Task goal
Each record is to be duplicated exactly, with nothing added.

Stored data entries

----------------------------------------

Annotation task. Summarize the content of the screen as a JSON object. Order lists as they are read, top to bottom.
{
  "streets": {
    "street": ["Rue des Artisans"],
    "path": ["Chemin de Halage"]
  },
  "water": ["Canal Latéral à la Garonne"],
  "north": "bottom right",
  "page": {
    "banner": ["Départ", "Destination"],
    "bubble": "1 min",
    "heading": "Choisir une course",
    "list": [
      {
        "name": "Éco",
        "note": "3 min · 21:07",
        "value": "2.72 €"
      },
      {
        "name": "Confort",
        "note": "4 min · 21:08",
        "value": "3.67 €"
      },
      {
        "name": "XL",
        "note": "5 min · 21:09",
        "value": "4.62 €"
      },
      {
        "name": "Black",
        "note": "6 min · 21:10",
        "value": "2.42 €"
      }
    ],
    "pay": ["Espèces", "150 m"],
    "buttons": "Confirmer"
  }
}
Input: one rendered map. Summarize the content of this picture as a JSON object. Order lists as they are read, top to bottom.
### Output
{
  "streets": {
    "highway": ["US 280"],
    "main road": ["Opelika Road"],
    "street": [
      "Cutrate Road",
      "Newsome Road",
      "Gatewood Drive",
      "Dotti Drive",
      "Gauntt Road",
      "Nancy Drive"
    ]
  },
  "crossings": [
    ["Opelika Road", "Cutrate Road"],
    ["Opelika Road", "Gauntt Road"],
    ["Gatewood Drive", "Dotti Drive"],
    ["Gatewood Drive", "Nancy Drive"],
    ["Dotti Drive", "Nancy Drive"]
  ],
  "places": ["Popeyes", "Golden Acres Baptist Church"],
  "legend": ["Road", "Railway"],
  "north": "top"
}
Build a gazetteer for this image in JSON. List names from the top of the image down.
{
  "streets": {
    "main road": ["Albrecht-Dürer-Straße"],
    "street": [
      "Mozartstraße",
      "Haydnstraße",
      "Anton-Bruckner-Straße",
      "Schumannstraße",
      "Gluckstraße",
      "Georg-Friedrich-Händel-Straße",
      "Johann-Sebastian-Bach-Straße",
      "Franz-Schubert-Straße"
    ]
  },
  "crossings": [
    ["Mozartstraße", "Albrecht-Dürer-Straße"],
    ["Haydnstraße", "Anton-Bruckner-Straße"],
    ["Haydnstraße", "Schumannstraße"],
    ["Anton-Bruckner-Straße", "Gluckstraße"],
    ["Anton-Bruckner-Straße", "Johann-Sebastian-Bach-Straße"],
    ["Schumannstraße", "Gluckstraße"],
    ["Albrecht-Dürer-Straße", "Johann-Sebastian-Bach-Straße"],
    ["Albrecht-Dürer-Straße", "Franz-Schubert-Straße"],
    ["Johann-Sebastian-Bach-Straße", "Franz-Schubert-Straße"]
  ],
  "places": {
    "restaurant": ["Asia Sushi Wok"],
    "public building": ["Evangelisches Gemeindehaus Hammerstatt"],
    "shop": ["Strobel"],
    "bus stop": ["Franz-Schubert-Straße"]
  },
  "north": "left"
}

----------------------------------------

Expected answer
Annotation task. Summarize the content of the screen as a JSON object. Order lists as they are read, top to bottom.
{
  "streets": {
    "street": ["Rue des Artisans"],
    "path": ["Chemin de Halage"]
  },
  "water": ["Canal Latéral à la Garonne"],
  "north": "bottom right",
  "page": {
    "banner": ["Départ", "Destination"],
    "bubble": "1 min",
    "heading": "Choisir une course",
    "list": [
      {
        "name": "Éco",
        "note": "3 min · 21:07",
        "value": "2.72 €"
      },
      {
        "name": "Confort",
        "note": "4 min · 21:08",
        "value": "3.67 €"
      },
      {
        "name": "XL",
        "note": "5 min · 21:09",
        "value": "4.62 €"
      },
      {
        "name": "Black",
        "note": "6 min · 21:10",
        "value": "2.42 €"
      }
    ],
    "pay": ["Espèces", "150 m"],
    "buttons": "Confirmer"
  }
}
Input: one rendered map. Summarize the content of this picture as a JSON object. Order lists as they are read, top to bottom.
### Output
{
  "streets": {
    "highway": ["US 280"],
    "main road": ["Opelika Road"],
    "street": [
      "Cutrate Road",
      "Newsome Road",
      "Gatewood Drive",
      "Dotti Drive",
      "Gauntt Road",
      "Nancy Drive"
    ]
  },
  "crossings": [
    ["Opelika Road", "Cutrate Road"],
    ["Opelika Road", "Gauntt Road"],
    ["Gatewood Drive", "Dotti Drive"],
    ["Gatewood Drive", "Nancy Drive"],
    ["Dotti Drive", "Nancy Drive"]
  ],
  "places": ["Popeyes", "Golden Acres Baptist Church"],
  "legend": ["Road", "Railway"],
  "north": "top"
}
Build a gazetteer for this image in JSON. List names from the top of the image down.
{
  "streets": {
    "main road": ["Albrecht-Dürer-Straße"],
    "street": [
      "Mozartstraße",
      "Haydnstraße",
      "Anton-Bruckner-Straße",
      "Schumannstraße",
      "Gluckstraße",
      "Georg-Friedrich-Händel-Straße",
      "Johann-Sebastian-Bach-Straße",
      "Franz-Schubert-Straße"
    ]
  },
  "crossings": [
    ["Mozartstraße", "Albrecht-Dürer-Straße"],
    ["Haydnstraße", "Anton-Bruckner-Straße"],
    ["Haydnstraße", "Schumannstraße"],
    ["Anton-Bruckner-Straße", "Gluckstraße"],
    ["Anton-Bruckner-Straße", "Johann-Sebastian-Bach-Straße"],
    ["Schumannstraße", "Gluckstraße"],
    ["Albrecht-Dürer-Straße", "Johann-Sebastian-Bach-Straße"],
    ["Albrecht-Dürer-Straße", "Franz-Schubert-Straße"],
    ["Johann-Sebastian-Bach-Straße", "Franz-Schubert-Straße"]
  ],
  "places": {
    "restaurant": ["Asia Sushi Wok"],
    "public building": ["Evangelisches Gemeindehaus Hammerstatt"],
    "shop": ["Strobel"],
    "bus stop": ["Franz-Schubert-Straße"]
  },
  "north": "left"
}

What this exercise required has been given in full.